Bakanlar Kurulu tarafından kararlaştırılıp, 27.11.2012 tarihinde Resmi Gazetede yayımlanarak yürürlüğe konulan yönetmenlikle ilgili açıklama yapan Cengiz Şen, “Millî Eğitim Bakanlığına Bağlı Okul Öğrencilerinin Kılık Ve Kıyafetlerine Dair Yönetmelik” bir takım iyileştirmeler yanında, ilkel başörtüsü yasağını halen diri tutma gayretinin somut bir örneği olarak karşımızda durmaktadır dedi.
Şen,"Bahse konu, MEB’e bağlı resmî ve özel okul öncesi, ilkokul, ortaokul ve lise öğrencilerinin kılık ve kıyafetlerine dair usûl ve esasları belirleyen yönetmelik, bir taraftan “Okul öncesi, ilkokul, ortaokul ve liselerde kılık ve kıyafet serbesttir.” hükmünü içermesine rağmen diğer taraftan “Öğrenciler okul içinde baş açık olarak bulunur.” hükmünü içermektedir. Kız öğrencilerin sadece, İmam-hatip ortaokul ve liseleri ile çok programlı liselerin imam-hatip programlarında tüm derslerde, ortaokul ve liselerde ise seçmeli Kur'an-ı Kerim derslerinde başlarını örtebileceği hükmünü içeren yönetmelik hukuksuz bir yasağı halen diri tutmaktadır.

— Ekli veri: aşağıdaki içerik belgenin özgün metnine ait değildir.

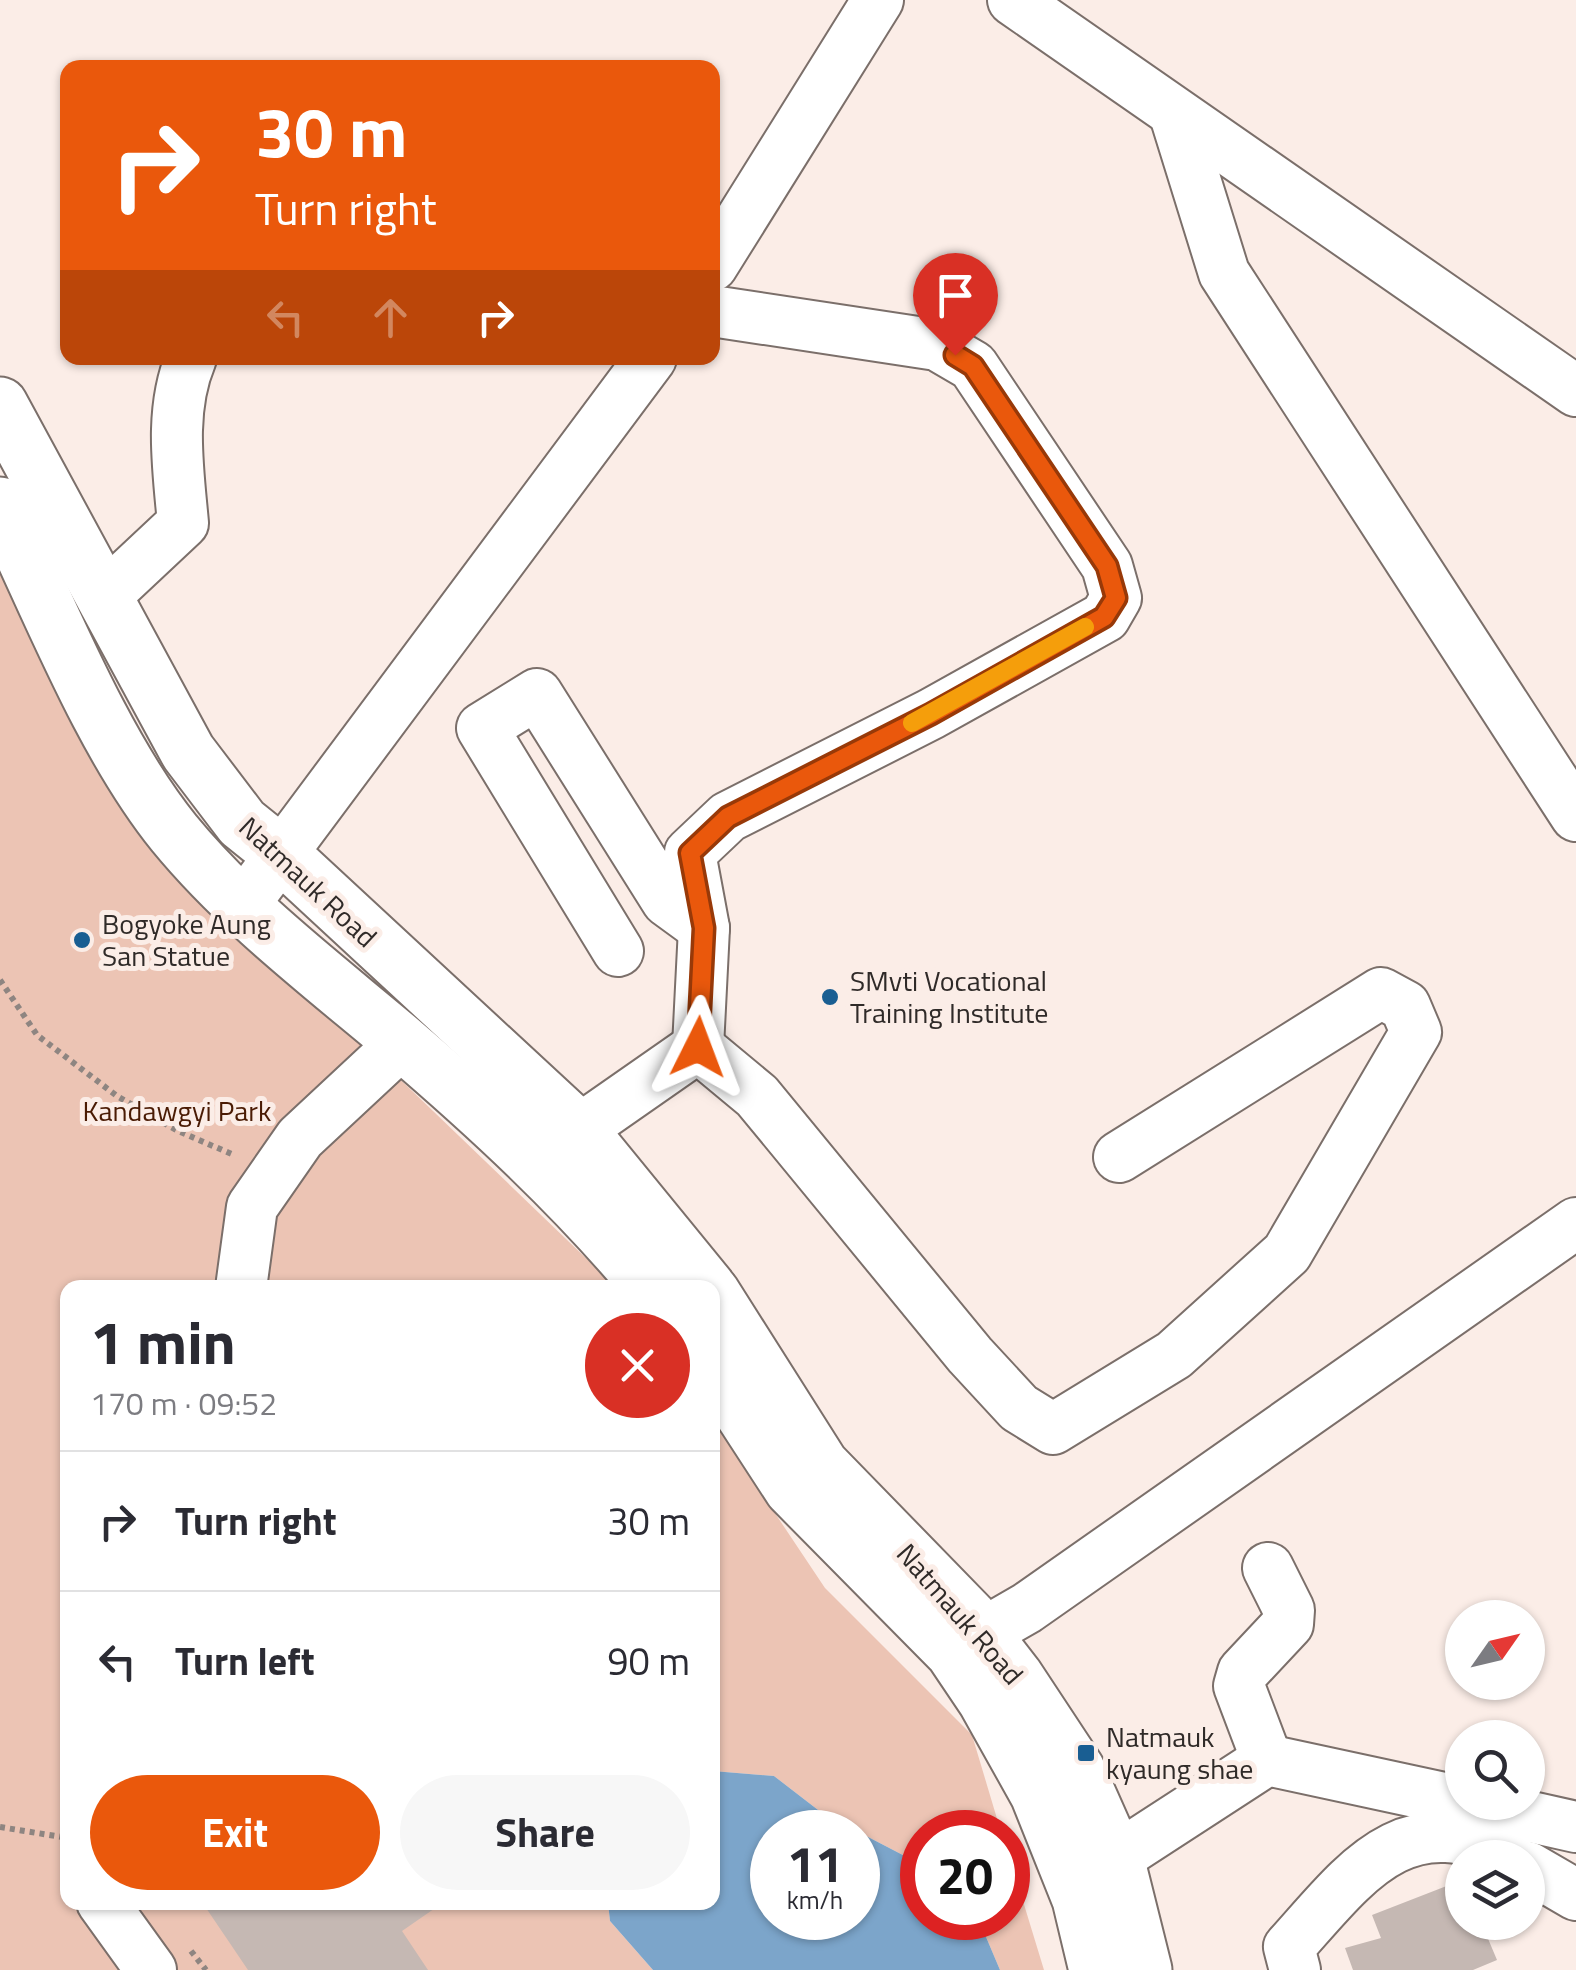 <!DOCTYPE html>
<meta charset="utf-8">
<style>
:root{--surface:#fff;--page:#f7f7f7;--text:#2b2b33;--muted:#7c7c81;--line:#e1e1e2;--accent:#ea580c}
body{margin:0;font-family:"Titillium Web",sans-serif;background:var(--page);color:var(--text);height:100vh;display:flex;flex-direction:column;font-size:38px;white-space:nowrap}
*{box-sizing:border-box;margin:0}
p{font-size:32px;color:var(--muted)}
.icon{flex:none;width:55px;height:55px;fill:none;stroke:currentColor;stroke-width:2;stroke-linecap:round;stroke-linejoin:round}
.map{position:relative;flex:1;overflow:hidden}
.panel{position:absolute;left:60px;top:1280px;width:660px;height:630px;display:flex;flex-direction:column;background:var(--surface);border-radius:20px;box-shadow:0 2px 8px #0004}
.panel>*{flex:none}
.top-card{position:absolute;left:60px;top:60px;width:660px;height:305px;border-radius:20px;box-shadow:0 2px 8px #0004;background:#ea580c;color:#fff;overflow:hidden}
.needle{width:65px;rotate:56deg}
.tools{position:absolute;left:1445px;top:1600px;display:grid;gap:20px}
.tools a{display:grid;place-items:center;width:100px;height:100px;border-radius:50%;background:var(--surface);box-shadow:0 2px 8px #0004;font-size:50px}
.speed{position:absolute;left:750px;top:1810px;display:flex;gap:20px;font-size:50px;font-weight:700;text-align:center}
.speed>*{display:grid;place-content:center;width:130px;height:130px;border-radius:50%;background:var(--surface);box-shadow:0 2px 8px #0004;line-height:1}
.speed small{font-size:25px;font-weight:400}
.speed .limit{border:15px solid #d22;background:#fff;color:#111}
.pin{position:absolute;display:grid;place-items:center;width:85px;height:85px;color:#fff;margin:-102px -42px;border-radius:50% 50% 50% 0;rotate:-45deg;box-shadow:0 0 10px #0007}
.pin .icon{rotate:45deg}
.me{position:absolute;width:110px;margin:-55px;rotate:3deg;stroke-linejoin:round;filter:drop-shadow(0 0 8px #0008)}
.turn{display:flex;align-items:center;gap:35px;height:210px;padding:0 30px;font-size:45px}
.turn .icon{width:130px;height:130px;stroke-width:2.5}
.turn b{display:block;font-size:70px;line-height:85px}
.lanes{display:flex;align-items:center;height:95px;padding:0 30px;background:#0003;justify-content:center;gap:50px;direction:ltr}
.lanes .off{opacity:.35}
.round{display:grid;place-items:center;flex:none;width:105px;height:105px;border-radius:52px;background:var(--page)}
.head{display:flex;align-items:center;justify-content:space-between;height:170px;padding:0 30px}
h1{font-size:60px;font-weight:700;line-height:75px}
.button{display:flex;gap:20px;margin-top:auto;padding:20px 30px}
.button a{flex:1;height:115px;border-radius:60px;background:var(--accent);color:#fff;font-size:40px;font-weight:700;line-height:115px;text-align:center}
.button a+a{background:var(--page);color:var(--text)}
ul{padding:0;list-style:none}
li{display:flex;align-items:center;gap:30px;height:140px;padding:0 30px;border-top:2px solid var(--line)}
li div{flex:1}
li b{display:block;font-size:38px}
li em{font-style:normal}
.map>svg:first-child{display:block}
.green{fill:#ecc4b4}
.water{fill:#7ca5ca;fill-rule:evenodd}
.building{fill:#c5b8b3}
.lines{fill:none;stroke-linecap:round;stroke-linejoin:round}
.minor-casing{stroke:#7b6f6a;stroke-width:54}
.major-casing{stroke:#7b6f6a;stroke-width:59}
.path{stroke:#8e8581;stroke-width:6;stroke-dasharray:5 5;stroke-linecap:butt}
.minor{stroke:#fff;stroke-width:50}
.major{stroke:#fff;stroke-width:55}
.route-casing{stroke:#983908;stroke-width:25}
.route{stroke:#ea580c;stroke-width:18}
.slow{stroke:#f59e0b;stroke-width:18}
.poi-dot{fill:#195e92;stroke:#fbede7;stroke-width:4}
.labels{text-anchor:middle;stroke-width:10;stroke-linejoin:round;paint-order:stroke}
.street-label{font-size:28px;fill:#2f2a28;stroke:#fbede7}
.poi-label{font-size:28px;fill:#2f2a28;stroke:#fbede7;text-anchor:start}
.park-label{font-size:28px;fill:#4a1b04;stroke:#fbede7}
</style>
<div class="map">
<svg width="1576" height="1970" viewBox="0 0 1576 1970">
<rect width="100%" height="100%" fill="#fbede7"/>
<g class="green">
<polygon points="0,562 356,1037 616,1287 68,1288 68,1902 608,1903 610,1921 653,1970 0,1970"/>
<polygon points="712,1419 825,1588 972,1735 1001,1832 922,1832 922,1865 822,1813 774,1776 713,1771"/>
<polygon points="1008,1852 1044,1970 1000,1970 978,1918 1008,1918"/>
</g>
<path class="water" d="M713,1771L774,1776L822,1813L922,1865V1918H978L1000,1970H653L610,1921L608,1903L712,1902ZM772,1832H858V1918H772Z"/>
<g class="building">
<polygon points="1462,1880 1462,1922 1481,1922 1497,1960 1473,1970 1353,1970 1345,1948 1381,1938 1372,1915"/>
<polygon points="202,1902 444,1902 402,1931 428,1970 248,1970"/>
</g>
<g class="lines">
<g class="minor-casing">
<g id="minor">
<polyline points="1013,0 1576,391"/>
<polyline points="1175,115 1224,273 1576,816"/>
<polyline points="712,266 878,0"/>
<path d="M103,598L183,523C178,468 169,410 191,358"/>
<polyline points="244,904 651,358"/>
<polyline points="618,951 482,728 537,694 667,901 704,928"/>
<polyline points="698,1047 704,928 690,853 728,817 931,714 1105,617 1116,598 1107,566 973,366 937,345 712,311"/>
<polyline points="550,1160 579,1130 698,1047 757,1096 970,1355 1019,1408 1053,1429 1174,1355 1287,1253 1416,1032 1405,1006 1381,993 1119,1157"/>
<polyline points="241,1288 252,1207 300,1138 402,1043"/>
<polyline points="982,1634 1027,1608 1576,1223"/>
<polyline points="1267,1760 1239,1686 1243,1672 1288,1624 1289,1610 1268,1568"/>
<polyline points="1464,1802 1576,1827"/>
<polyline points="1528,1867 1576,1895"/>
<polyline points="1080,1875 1116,1858 1267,1760 1462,1802"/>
<polyline points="102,1902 151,1970"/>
<path d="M1295,1970L1289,1947C1354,1875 1405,1799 1511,1858"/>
</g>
</g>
<g class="major-casing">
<g id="major">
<polyline points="0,405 188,752 242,823 283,856 579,1130 708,1288"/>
<path d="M0,505C50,609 102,744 174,833C237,910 321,974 397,1038C487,1115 575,1196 651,1288"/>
<polyline points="712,1293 821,1465 970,1618 1015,1676 1077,1770 1116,1858 1144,1970"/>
<polyline points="712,1366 792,1489 953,1652 986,1701 1038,1794 1080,1899 1097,1970"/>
</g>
</g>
<g class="path">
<polyline points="0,980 37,1035 117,1096 178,1131 234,1155"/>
<polyline points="0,1827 68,1838"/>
<polyline points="191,1951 206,1970"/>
</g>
<use href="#minor" class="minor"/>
<use href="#major" class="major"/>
</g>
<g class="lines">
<g class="route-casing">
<polyline id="route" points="698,1047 704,928 690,853 728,817 931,714 1104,617 1116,598 1107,566 973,366 955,355"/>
</g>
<use href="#route" class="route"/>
<polyline class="slow" points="912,723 1085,627"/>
</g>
<g class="poi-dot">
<circle cx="82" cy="940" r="10"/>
<circle cx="830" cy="997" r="10"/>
<rect x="1076" y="1743" width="20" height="20" rx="5"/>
</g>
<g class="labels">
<g class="street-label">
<text transform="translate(308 882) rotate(43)" y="10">Natmauk Road</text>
<text transform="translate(960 1614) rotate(49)" y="10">Natmauk Road</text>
</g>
<g class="poi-label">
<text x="102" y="934">Bogyoke Aung<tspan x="102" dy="32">San Statue</tspan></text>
<text x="850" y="991">SMvti Vocational<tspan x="850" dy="32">Training Institute</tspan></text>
<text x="1106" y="1747">Natmauk<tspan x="1106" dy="32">kyaung shae</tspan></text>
</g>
<g class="park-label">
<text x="177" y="1121">Kandawgyi Park</text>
</g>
</g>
</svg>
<div class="tools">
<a><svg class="needle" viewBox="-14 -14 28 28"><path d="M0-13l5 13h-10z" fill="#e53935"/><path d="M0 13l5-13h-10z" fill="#7c7c81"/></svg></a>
<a><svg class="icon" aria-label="search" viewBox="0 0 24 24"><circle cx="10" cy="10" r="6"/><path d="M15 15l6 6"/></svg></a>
<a><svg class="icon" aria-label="layers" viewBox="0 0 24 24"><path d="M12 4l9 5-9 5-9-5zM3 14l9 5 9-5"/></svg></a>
</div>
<div class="speed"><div>11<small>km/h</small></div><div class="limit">20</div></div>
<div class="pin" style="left:955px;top:355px;background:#d93025"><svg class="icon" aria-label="arrive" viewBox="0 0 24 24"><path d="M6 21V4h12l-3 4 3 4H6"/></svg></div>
<svg class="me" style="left:698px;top:1047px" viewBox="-20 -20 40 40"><path d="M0-17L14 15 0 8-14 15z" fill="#ea580c" stroke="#fff" stroke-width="4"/></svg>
<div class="top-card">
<div class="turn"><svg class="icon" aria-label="right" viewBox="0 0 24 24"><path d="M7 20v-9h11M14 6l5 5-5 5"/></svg><div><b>30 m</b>Turn right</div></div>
<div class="lanes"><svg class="icon off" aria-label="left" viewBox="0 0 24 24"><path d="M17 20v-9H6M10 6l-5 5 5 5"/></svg><svg class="icon off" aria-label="ahead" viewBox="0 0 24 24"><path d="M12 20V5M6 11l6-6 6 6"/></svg><svg class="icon" aria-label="right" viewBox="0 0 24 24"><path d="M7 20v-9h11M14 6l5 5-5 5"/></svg></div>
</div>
<section class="panel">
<div class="head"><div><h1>1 min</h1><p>170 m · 09:52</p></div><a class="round" style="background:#d93025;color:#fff"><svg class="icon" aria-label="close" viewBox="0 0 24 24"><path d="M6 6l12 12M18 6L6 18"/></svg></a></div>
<ul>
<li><svg class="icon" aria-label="right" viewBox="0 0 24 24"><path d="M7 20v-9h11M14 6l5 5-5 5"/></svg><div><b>Turn right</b></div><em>30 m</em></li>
<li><svg class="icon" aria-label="left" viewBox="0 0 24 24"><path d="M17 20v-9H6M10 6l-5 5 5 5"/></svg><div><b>Turn left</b></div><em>90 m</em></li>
</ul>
<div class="button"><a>Exit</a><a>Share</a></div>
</section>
</div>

Haksız ve hukuksuz yasağın devam etmesinin önünü açmaktan başka işe yaramayacak olan bu yasakçı yönetmelik, imam hatip okulları ve diğer okullar ya da kuran dersleri ve diğer dersler ayrımı yaparak düalist bir bakışı ve Türkiye’ye özgü seküler bir mantığı ele vermektedir.
Ülke Müslümanlarının taleplerini karşılamaktan uzak olan bu yönetmelik bir akıl tutulmasının ürünüdür. Düzene uygun kafalar yetiştirmekten öte bir anlam taşımayan, Tevhidi Tedrisat Kanunu ile tektipleştirilmiş zorunlu eğitim ile her çocuk cendereye alınmaktadır. Hem belli bir ideolojinin kirli gömleği ailelerin inançları hilafına zorla çocuklara giydirilmeye çalışılmakta hem de en makul talepler bile yok sayılmaktadır.
MAZLUMDER olarak, verilen zorunlu eğitime Başörtüsü ile katılmak isteyen çocukların; öğretmen ve idare baskısına maruz kaldığı, tecrit edildiği, yıldırma amaçlı olarak başka okullara sevk edildiği, arkadaşlarının önünde küçük düşürüldüğü ve arkadaşları tarafından baskı altına alındığı, dövüldüğü/dövdürüldüğü, ailelerinden alınacakları yönünde tehditlere maruz bırakıldığı bir sistemde fiilen zaten uygulanan ufak tefek iyileştirmelerin birer nimet bahsi olarak sunulmasını kınıyoruz.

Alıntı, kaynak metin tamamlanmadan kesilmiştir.